Distributist thinking concentrated on the formation of these economic principles, seeing only a minimal role for the state and having little to say about systems of governance or the political action necessary to implement its ideas on a national scale. While Distributism has often been described as a third way of economic order between socialism and capitalism, some have seen it more as an aspiration, which has been successfully realised in the short term by commitment to the principles of subsidiarity and solidarity, these being built into financially independent local co-operatives, such as the Guild itself.
These various strands of thought and belief all came together in the decision to form the Guild in 1920. It was to be an example of distributism in practice, a community of devout Catholic men creating fine goods with their own hands at minimal expense in beautiful surroundings.
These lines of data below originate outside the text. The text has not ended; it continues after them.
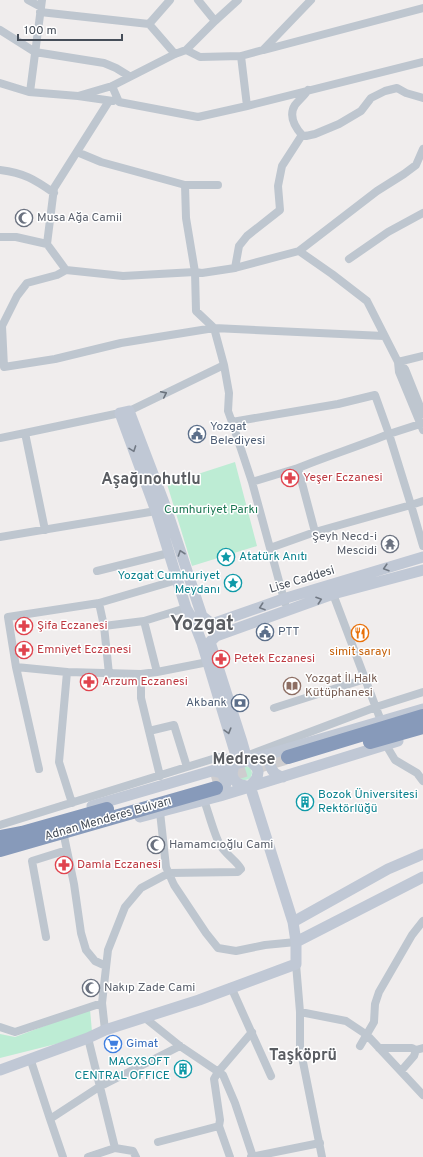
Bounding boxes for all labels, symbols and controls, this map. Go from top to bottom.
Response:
scale bar [18,16,122,42]
text: 100 m [24,23,57,39]
mosque icon: Musa Ağa Camii [14,208,34,228]
place label: Musa Ağa Camii [37,210,122,226]
one-way arrow [160,391,167,399]
place label: Yozgat Belediyesi [210,419,265,449]
public building icon: Yozgat Belediyesi [187,424,207,444]
one-way arrow [129,446,137,453]
pharmacy icon: Yeşer Eczanesi [280,468,300,488]
district label: Aşağınohutlu [101,470,201,490]
place label: Yeşer Eczanesi [303,470,383,486]
park label: Cumhuriyet Parkı [164,502,258,518]
place label: Şeyh Necd-i Mescidi [312,529,377,559]
temple icon: Şeyh Necd-i Mescidi [380,534,400,554]
place icon: Atatürk Anıtı [216,547,236,567]
place label: Atatürk Anıtı [239,549,307,565]
one-way arrow [177,550,186,557]
street label: Lise Caddesi [267,563,337,597]
one-way arrow [382,563,389,572]
place label: Yozgat Cumhuriyet Meydanı [117,568,220,598]
place icon: Yozgat Cumhuriyet Meydanı [223,573,243,593]
one-way arrow [315,596,322,604]
one-way arrow [258,602,265,611]
district label: Yozgat [170,612,234,638]
pharmacy icon: Şifa Eczanesi [14,616,34,636]
place label: Şifa Eczanesi [37,618,107,634]
public building icon: PTT [255,622,275,642]
restaurant icon: simit sarayı [350,623,370,643]
place label: PTT [278,624,300,640]
pharmacy icon: Emniyet Eczanesi [14,640,34,660]
place label: Emniyet Eczanesi [37,642,131,658]
place label: simit sarayı [329,644,391,660]
pharmacy icon: Petek Eczanesi [211,649,231,669]
place label: Petek Eczanesi [234,651,315,667]
place label: Yozgat İl Halk Kütüphanesi [305,671,378,701]
pharmacy icon: Arzum Eczanesi [79,672,99,692]
place label: Arzum Eczanesi [102,674,188,690]
library icon: Yozgat İl Halk Kütüphanesi [282,676,302,696]
bank icon: Akbank [230,693,250,713]
place label: Akbank [186,695,227,711]
one-way arrow [223,728,232,735]
district label: Medrese [212,750,276,770]
place label: Bozok Üniversitesi Rektörlüğü [318,787,418,817]
building icon: Bozok Üniversitesi Rektörlüğü [295,792,315,812]
street label: Adnan Menderes Bulvarı [43,793,173,845]
mosque icon: Hamamcıoğlu Cami [146,835,166,855]
place label: Hamamcıoğlu Cami [169,837,273,853]
pharmacy icon: Damla Eczanesi [54,855,74,875]
place label: Damla Eczanesi [77,857,161,873]
mosque icon: Nakıp Zade Cami [81,978,101,998]
place label: Nakıp Zade Cami [104,980,195,996]
supermarket icon: Gimat [103,1034,123,1054]
place label: Gimat [126,1036,158,1052]
district label: Taşköprü [269,1046,337,1066]
place label: MACXSOFT CENTRAL OFFICE [75,1054,170,1084]
building icon: MACXSOFT CENTRAL OFFICE [173,1059,193,1079]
Its appeal to many skilled craftsmen is not to be wondered at. The First World War had seen the end of Edwardian optimism and, for many, had given rise to the bleak and fractured mindset reflected elsewhere in Modernism. Some though responded by looking for a simpler, more humane way of life and this is where the Ditchling experiment had a great deal of appeal.
One factor that needs to be emphasised is the all-encompassing nature of the Guild’s way of life. It included not merely commitment to craft principles but also to the economic and religious ideals and to the principle of agricultural self-sufficiency. All in all it was a demanding existence for the Guildsmen, and one that could only be lived out with a great sense of purpose.